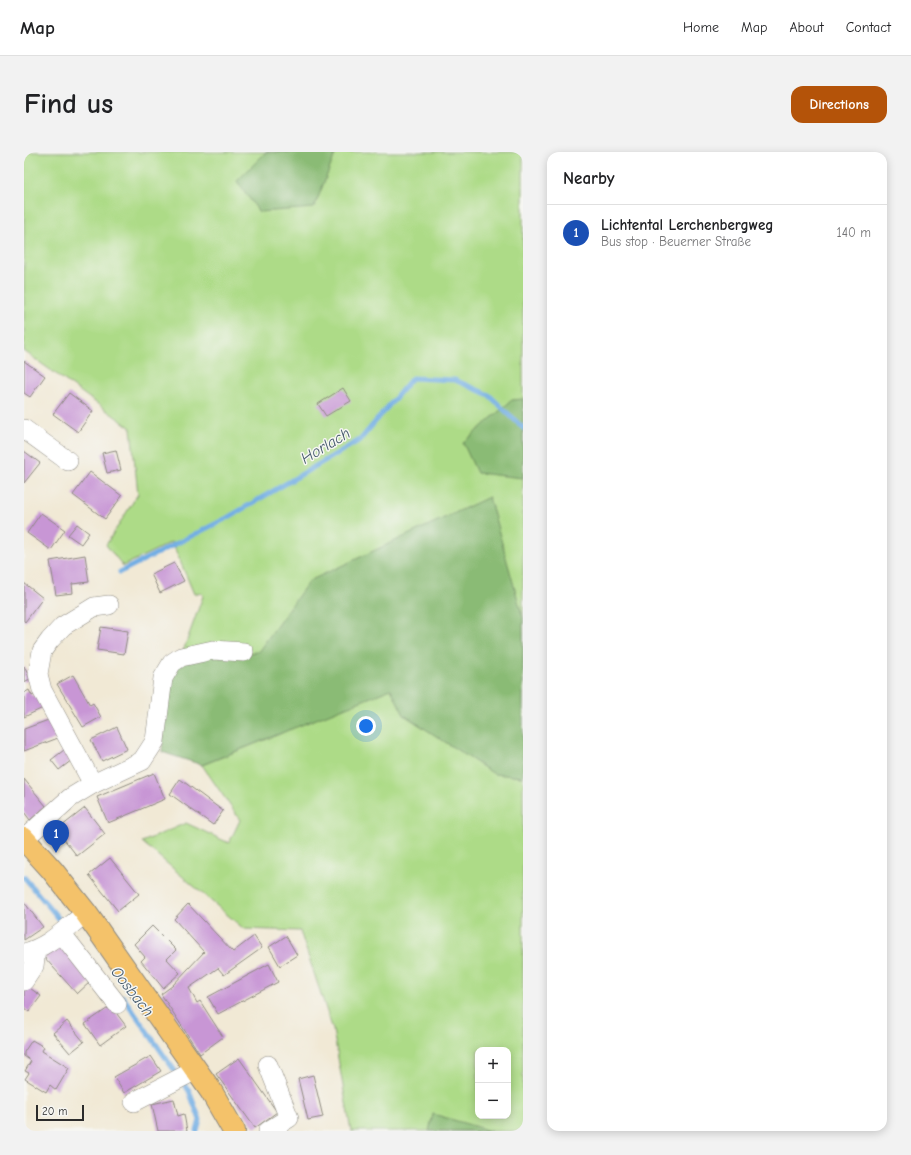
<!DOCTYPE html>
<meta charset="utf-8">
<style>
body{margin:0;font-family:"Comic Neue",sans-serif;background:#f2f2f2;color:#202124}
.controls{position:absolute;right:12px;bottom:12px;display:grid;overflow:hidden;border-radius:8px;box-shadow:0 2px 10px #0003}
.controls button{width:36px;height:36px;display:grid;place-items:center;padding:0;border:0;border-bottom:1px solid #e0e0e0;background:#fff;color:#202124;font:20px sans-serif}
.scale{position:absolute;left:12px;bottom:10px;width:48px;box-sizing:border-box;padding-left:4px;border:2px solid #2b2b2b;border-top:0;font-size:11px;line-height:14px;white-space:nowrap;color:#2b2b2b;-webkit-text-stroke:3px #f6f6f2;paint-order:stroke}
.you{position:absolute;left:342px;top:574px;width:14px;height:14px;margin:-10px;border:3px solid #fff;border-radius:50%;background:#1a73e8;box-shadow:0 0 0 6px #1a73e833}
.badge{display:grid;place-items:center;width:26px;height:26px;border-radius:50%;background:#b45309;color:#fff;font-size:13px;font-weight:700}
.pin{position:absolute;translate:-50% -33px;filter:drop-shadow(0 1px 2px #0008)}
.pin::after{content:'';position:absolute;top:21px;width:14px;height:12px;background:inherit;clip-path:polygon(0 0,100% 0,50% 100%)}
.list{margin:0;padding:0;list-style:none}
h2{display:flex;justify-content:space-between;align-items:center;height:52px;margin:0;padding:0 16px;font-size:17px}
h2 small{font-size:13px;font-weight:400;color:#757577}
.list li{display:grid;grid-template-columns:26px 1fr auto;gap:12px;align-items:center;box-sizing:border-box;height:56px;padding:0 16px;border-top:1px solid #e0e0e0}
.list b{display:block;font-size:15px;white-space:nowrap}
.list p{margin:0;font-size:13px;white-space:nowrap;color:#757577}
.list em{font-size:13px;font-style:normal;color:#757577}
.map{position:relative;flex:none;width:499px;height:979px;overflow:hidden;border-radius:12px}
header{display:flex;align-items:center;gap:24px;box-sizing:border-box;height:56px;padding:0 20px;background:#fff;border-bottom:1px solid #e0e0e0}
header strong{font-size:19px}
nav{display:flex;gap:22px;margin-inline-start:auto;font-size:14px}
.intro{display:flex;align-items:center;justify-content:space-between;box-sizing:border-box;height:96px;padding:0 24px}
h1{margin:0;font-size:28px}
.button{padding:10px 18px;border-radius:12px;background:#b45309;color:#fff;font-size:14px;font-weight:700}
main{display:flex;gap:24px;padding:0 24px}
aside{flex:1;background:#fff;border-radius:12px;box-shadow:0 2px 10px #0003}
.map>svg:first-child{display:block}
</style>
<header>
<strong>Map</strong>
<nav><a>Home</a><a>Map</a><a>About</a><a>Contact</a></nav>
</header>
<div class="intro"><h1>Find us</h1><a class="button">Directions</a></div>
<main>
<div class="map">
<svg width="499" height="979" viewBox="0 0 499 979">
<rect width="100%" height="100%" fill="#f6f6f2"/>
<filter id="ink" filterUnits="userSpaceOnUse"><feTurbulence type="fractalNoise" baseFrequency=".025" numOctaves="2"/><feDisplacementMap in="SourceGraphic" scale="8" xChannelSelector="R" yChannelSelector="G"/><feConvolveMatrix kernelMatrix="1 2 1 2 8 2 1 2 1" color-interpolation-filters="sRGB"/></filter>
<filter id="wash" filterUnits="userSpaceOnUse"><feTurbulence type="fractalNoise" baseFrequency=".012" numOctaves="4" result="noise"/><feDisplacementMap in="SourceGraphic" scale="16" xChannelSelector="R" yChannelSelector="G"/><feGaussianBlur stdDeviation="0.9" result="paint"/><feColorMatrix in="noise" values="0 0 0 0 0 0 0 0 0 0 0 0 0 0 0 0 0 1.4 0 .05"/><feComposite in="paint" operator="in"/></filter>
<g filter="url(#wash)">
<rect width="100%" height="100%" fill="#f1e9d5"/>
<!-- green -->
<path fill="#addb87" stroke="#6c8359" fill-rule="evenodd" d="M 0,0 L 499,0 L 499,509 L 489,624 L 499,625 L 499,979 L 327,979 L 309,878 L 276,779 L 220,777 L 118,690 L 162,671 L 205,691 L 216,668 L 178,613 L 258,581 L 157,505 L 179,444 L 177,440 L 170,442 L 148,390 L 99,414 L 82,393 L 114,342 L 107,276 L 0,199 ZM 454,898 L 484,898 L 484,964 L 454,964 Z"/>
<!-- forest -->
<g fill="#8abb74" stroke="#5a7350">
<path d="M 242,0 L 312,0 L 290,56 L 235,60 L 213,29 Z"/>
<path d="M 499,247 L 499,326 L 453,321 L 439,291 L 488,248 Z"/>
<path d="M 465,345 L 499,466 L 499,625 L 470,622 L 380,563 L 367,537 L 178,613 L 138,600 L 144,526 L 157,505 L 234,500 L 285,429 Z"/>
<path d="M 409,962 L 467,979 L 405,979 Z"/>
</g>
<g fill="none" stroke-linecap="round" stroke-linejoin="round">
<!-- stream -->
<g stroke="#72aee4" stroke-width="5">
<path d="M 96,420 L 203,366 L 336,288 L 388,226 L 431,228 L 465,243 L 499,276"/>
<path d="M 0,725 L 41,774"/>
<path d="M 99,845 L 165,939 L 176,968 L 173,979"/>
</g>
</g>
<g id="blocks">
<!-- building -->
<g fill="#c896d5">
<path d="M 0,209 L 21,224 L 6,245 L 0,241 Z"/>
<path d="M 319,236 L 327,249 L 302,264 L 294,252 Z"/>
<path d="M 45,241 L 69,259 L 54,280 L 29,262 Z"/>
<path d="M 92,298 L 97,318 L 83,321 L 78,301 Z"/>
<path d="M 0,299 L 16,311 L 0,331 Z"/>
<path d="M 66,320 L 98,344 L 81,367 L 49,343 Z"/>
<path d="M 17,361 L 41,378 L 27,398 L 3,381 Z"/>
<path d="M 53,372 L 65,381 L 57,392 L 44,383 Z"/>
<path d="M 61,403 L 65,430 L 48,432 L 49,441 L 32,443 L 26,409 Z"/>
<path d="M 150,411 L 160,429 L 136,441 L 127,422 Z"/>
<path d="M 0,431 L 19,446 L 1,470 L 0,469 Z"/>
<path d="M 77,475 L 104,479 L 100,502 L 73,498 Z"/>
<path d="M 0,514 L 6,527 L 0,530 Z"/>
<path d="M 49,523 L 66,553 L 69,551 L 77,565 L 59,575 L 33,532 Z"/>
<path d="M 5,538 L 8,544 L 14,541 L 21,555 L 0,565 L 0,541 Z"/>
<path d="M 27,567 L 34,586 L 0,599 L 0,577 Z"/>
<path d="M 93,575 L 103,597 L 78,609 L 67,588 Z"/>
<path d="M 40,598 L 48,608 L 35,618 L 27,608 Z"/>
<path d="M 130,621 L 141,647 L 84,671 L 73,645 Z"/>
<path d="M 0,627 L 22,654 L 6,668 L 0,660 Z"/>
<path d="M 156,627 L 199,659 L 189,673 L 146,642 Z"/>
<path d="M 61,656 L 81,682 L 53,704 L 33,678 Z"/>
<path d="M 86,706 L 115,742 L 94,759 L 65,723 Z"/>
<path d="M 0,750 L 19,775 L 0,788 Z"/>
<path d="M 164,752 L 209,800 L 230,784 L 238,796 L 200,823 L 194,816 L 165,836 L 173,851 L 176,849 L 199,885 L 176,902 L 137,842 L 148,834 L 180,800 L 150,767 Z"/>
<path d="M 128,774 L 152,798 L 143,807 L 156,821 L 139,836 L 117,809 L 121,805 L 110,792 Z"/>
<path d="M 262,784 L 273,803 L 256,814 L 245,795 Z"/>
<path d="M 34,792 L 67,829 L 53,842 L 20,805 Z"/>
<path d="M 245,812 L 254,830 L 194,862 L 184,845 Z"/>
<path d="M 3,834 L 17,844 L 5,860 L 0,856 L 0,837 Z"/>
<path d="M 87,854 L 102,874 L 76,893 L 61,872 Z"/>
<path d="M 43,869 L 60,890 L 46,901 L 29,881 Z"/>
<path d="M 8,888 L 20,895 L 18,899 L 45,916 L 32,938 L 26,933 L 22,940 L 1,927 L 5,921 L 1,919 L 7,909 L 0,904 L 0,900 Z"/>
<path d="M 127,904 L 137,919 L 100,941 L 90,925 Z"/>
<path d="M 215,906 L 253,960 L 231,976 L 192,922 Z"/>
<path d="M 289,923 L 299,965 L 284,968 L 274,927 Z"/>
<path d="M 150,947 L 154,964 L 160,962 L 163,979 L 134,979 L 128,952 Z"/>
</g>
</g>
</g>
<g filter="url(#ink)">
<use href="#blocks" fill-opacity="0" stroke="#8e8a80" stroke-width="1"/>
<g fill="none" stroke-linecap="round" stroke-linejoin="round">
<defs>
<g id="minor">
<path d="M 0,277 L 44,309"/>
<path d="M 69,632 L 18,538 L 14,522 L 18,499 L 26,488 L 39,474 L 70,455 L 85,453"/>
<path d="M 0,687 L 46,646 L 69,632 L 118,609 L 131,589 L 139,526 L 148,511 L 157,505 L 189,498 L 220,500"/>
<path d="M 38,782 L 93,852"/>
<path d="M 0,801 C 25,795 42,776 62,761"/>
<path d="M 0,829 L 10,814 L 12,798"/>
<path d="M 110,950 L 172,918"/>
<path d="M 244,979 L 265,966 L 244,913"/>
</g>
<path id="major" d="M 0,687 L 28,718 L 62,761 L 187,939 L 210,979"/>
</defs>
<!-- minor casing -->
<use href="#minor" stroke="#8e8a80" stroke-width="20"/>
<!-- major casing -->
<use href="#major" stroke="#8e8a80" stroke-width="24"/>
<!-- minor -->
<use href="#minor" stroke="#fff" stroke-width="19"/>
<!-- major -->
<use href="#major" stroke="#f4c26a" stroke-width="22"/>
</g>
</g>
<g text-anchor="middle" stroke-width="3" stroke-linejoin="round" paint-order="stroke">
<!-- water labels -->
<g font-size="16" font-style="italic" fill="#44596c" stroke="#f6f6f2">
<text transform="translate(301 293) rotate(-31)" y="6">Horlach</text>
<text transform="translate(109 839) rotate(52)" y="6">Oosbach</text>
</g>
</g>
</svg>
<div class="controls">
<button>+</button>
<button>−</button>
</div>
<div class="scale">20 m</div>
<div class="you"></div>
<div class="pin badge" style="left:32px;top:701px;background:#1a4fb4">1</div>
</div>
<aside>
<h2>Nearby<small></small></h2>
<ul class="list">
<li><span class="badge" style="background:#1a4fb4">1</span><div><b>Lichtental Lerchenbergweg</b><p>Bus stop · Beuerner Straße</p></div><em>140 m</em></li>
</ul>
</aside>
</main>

> [EXERCISE DIRECTIONS]
Please find each line in the records above that holds the word "nowrap", and copy it.

> [SOLUTION FOR THIS PROBLEM]
.scale{position:absolute;left:12px;bottom:10px;width:48px;box-sizing:border-box;padding-left:4px;border:2px solid #2b2b2b;border-top:0;font-size:11px;line-height:14px;white-space:nowrap;color:#2b2b2b;-webkit-text-stroke:3px #f6f6f2;paint-order:stroke}
.list b{display:block;font-size:15px;white-space:nowrap}
.list p{margin:0;font-size:13px;white-space:nowrap;color:#757577}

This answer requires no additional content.